City of St. Louis v. PeckAnnotate this Case
319 S.W.2d 678 (1959)
The CITY OF ST. LOUIS, a Municipal Corporation (Plaintiff), Appellant, v. John A. PECK et al., Defendants, and Temple Herron Finley, Movant, to Set Aside Sheriff's Sale of Land Described in Item 1001, Respondent, James Herron et al., Heirs of Elie Bowers, Movants, to Set Aside Sheriff's Sale of Land Described in Item 1002, Respondents, Montgomery Berry et al., Movants, to Set Aside Sheriff's Sale of Land Described in Item 1003, Respondents.
St. Louis Court of Appeals, Missouri.
January 9, 1959.
Motion for Rehearing or for Transfer Denied February 2, 1959.
*679 Charles J. Dolan, Acting City Counselor, Oliver T. Johnson and Andrew J. Reis, Assoc. City Counselors, St. Louis, for appellant.
*680 Dewey S. Godfrey, Jr., St. Louis, for respondent Finley.
Sigoloff & Sigoloff and J. E. Sigoloff, St. Louis, for other respondents.
Schurr & Inman, for Globe-Democrat Pub. Co., amicus curiae.
Motion for Rehearing or for Transfer to Supreme Court Denied February 2, 1959.
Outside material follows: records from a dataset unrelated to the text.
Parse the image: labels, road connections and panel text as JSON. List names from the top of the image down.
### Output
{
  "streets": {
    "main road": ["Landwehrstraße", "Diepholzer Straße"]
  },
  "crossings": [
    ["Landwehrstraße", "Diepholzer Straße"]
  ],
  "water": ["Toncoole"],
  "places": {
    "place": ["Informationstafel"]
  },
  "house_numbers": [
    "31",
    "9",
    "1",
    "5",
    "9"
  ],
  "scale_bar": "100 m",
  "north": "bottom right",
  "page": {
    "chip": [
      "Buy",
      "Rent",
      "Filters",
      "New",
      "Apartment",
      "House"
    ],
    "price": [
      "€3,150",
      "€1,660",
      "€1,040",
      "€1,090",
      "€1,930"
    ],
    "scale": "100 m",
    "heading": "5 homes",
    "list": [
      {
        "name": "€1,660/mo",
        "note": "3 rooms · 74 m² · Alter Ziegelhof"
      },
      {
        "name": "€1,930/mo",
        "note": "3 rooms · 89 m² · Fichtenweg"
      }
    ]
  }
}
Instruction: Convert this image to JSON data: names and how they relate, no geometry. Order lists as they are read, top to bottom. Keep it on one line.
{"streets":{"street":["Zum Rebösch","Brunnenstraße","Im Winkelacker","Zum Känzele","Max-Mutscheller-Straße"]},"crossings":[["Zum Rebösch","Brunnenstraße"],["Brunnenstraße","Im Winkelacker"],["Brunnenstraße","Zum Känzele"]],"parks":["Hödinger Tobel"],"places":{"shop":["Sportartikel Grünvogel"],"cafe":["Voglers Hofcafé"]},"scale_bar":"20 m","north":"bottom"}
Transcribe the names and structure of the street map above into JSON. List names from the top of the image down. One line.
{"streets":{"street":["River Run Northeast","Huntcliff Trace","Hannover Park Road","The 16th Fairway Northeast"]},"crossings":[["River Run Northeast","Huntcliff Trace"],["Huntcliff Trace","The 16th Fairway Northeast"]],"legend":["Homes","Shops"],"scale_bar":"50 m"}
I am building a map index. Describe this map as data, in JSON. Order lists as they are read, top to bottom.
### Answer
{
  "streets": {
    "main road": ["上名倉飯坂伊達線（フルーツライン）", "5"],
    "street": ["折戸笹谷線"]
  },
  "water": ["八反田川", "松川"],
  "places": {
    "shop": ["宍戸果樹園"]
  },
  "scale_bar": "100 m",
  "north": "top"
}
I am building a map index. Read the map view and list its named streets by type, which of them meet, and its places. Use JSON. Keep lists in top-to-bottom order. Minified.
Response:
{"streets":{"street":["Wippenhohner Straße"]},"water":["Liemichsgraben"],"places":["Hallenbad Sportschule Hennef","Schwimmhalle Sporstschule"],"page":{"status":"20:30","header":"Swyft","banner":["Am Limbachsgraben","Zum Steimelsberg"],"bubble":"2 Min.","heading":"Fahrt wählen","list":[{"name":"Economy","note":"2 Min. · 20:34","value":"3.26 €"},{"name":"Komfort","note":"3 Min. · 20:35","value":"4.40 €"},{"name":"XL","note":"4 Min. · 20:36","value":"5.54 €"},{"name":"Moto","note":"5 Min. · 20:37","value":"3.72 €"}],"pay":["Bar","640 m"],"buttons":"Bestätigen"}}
This is an appeal by the City of St. Louis from an order of the circuit court of that city sustaining three separate motions filed by three different parties to set aside execution sales of three separate parcels of land for the non-payment of three separate benefit assessments made in the course of the condemnation proceedings in which Twelfth Street was widened.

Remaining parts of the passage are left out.